Nelayan Pertanyakan Harga Sertifikat Inspeksi Rp 950 Ribu Perlembar

0
18
foto Istimewa

JAKARTA -IW

Harga Pengadaan Alat Pemadam Kebakaran Api Ringan (Apar)
untuk 3000 unit kapal motor nelayan di kawasan Pelabuhan Pendaratan Ikan Muara
Angke, Kel. Pluit, Kec.

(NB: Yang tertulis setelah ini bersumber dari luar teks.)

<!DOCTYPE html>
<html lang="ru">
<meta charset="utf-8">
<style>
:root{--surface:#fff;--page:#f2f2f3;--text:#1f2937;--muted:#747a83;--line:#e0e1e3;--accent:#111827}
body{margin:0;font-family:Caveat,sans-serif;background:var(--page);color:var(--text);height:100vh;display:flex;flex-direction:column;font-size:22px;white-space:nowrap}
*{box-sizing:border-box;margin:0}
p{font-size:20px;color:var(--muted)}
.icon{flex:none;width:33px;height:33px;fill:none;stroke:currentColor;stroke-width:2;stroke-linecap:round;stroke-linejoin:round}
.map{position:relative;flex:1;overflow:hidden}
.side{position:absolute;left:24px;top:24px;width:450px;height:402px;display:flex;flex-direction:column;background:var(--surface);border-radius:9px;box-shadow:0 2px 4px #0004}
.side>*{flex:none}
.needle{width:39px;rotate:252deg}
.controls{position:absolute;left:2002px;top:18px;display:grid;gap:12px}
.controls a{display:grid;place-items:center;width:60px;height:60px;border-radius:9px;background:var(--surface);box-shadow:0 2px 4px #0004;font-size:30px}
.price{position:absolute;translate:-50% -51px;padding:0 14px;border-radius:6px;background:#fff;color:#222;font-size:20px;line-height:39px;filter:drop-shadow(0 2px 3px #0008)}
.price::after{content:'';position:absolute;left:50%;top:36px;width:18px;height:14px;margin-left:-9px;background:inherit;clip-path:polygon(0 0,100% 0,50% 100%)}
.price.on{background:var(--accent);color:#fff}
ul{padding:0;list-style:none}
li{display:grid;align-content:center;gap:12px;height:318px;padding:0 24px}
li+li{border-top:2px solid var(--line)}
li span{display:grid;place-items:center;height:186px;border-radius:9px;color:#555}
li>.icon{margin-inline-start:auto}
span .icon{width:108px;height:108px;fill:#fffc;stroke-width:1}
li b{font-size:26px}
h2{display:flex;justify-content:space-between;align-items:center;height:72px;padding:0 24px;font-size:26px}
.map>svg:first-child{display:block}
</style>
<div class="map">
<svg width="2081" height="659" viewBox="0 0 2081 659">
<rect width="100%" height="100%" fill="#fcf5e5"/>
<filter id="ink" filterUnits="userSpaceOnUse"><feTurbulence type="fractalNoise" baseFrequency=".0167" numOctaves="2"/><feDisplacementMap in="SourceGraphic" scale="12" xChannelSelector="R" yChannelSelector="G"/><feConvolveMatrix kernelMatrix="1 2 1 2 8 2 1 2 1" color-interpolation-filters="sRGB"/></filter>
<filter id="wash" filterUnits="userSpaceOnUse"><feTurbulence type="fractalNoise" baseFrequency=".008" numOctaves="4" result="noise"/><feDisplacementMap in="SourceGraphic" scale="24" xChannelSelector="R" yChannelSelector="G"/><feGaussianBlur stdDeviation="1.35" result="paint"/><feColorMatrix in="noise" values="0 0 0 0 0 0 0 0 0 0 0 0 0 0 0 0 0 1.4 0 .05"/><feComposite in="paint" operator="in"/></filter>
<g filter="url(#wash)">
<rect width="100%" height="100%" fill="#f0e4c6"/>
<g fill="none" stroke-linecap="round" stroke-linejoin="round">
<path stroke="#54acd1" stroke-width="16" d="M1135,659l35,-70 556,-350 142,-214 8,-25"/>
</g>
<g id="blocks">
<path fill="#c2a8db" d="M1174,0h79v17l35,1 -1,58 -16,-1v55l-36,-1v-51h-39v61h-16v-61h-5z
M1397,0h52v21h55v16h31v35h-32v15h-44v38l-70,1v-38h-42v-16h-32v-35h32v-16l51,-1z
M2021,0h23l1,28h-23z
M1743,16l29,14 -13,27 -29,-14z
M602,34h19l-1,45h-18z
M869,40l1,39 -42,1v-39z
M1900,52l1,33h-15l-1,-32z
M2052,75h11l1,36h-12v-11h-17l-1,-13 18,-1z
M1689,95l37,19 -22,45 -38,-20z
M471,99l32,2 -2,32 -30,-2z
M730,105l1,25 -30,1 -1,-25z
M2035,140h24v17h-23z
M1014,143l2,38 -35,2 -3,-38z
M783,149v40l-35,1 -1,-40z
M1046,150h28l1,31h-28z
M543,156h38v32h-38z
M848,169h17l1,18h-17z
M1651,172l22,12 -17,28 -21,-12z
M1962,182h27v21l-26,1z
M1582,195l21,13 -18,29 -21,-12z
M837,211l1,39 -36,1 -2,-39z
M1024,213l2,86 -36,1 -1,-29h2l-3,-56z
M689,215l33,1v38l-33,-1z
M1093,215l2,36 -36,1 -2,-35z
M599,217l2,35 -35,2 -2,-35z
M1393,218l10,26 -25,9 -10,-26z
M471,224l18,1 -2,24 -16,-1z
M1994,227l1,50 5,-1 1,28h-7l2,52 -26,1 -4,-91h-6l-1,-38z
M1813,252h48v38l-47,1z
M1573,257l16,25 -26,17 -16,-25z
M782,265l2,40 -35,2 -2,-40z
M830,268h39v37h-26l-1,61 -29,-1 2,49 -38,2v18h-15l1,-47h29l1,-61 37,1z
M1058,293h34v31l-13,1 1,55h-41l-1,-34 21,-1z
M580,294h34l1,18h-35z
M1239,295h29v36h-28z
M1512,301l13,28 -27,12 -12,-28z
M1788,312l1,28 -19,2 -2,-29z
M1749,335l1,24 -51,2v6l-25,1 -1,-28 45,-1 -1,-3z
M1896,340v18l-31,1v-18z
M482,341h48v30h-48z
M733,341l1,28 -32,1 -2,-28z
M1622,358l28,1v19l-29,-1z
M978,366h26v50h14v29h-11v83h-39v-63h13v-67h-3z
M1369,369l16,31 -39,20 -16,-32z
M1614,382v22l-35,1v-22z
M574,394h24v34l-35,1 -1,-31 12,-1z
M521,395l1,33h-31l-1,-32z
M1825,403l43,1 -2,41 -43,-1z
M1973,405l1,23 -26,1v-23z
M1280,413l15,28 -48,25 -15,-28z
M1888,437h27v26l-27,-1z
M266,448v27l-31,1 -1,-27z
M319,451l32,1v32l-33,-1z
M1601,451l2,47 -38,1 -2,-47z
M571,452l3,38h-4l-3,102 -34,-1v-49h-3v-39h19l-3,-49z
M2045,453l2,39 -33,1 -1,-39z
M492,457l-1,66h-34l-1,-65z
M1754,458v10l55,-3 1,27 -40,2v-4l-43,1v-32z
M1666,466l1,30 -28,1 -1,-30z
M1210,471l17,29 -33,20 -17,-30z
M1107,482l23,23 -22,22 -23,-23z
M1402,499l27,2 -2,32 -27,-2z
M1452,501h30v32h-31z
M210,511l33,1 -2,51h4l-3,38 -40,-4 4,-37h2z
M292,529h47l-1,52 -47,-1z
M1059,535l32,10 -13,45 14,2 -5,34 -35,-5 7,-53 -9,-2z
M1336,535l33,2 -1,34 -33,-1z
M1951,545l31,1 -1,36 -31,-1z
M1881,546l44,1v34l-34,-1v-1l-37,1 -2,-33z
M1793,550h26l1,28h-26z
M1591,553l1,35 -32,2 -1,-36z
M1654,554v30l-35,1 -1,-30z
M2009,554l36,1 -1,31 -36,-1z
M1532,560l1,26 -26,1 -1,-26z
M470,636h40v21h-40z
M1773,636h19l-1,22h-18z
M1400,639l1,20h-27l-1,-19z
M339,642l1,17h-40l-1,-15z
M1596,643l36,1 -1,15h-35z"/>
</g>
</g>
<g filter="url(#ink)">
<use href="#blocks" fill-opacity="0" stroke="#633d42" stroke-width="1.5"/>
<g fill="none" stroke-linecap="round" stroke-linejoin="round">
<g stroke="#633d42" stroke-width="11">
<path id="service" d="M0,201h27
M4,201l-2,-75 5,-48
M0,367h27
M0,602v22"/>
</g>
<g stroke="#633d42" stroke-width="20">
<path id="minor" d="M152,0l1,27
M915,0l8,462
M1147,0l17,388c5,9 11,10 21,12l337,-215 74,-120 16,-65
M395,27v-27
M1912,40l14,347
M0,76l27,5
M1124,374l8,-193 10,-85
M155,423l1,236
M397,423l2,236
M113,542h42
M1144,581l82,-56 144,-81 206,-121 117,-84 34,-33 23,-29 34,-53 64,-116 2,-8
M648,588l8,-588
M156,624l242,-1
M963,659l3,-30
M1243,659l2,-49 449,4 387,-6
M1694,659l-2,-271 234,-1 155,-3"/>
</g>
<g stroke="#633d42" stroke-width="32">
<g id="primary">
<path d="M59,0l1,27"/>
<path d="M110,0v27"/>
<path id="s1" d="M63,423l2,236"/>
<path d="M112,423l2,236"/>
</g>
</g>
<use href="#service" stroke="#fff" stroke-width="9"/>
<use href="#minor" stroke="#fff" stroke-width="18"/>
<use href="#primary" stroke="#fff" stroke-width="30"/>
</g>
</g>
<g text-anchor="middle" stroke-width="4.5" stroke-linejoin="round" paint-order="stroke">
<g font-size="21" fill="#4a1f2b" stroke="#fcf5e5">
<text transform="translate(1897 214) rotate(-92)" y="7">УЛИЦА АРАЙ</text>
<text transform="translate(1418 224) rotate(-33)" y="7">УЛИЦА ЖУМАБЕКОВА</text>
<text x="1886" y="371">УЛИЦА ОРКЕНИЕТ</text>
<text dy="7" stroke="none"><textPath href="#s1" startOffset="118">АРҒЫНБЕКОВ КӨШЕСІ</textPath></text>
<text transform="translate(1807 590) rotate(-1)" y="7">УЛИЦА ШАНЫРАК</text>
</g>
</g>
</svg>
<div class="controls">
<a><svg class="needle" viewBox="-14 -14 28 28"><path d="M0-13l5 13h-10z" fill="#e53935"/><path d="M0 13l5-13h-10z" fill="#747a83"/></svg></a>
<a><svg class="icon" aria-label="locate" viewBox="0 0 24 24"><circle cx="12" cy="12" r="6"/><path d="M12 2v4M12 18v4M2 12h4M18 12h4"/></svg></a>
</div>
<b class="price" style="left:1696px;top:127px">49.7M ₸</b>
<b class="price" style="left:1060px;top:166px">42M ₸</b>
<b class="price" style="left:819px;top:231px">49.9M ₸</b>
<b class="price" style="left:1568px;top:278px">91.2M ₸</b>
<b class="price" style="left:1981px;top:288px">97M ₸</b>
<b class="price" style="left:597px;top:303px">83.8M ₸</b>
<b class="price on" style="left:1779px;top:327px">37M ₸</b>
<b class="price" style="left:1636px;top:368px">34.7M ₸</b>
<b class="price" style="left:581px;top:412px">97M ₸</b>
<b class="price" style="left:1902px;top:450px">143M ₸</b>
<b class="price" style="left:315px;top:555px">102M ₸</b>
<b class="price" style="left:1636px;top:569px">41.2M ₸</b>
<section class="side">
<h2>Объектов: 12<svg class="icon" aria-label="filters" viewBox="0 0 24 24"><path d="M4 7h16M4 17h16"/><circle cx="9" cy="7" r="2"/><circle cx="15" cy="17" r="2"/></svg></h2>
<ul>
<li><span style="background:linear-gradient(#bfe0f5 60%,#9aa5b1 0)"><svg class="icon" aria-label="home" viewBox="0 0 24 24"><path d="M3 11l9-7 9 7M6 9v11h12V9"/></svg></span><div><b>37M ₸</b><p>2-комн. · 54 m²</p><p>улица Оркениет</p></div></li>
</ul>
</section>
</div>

Penjaringan, Jakarta Utara, memberatkan para nelayan.

Pasalnya petugas di lingkungan Kantor Kesyahbandaran dan
Otoritas Pelabuhan (KSOP) Muara Angke, menetapkan harga Apar disertai
sertifikat inspeksi dari perusahaan yang sudah ditunjuk oleh Balai Teknologi
Keselamatan Pelayaran (BTKP) Kementerian Perhubungan sangat mahal dan sangat
memberatkan para nelayan dan pemilik kapal.

Kebakaran Kapal (dok IW)

“Kami sudah membeli Apar di toko khusus menjual alat
keselamatan pelayaran tapi karena tak disertai sertifikat Apar tetap tidak
diberangkatkan oleh petugas yang mengecek kelengkapan kapal,” ujar beberapa
orang pemilik kapal motor perikanan  di
kawasan pelabuhan perikanan Nusantara Muara Angke kepada wartawan
Amunisinews.co.id,kemarin.

Diakui pemilik kapal, pembelian Apar di toko kawasan Glodok
Jakarta Barat harga lebih murah jika dibandingkan melalui perusahaan tertentu
yang sudah dapat legalitas dari BTKP Kementerian Perhubungan. Diungkapkan,
harga 1 unit tabung Apar ukuran 6 kg sekitar Rp 300 ribu – Rp 360 ribu/tabung.
Sedangkan melalui perusahaan tertentu harga Rp 450 ribu/ tabung ukuran 6 kg.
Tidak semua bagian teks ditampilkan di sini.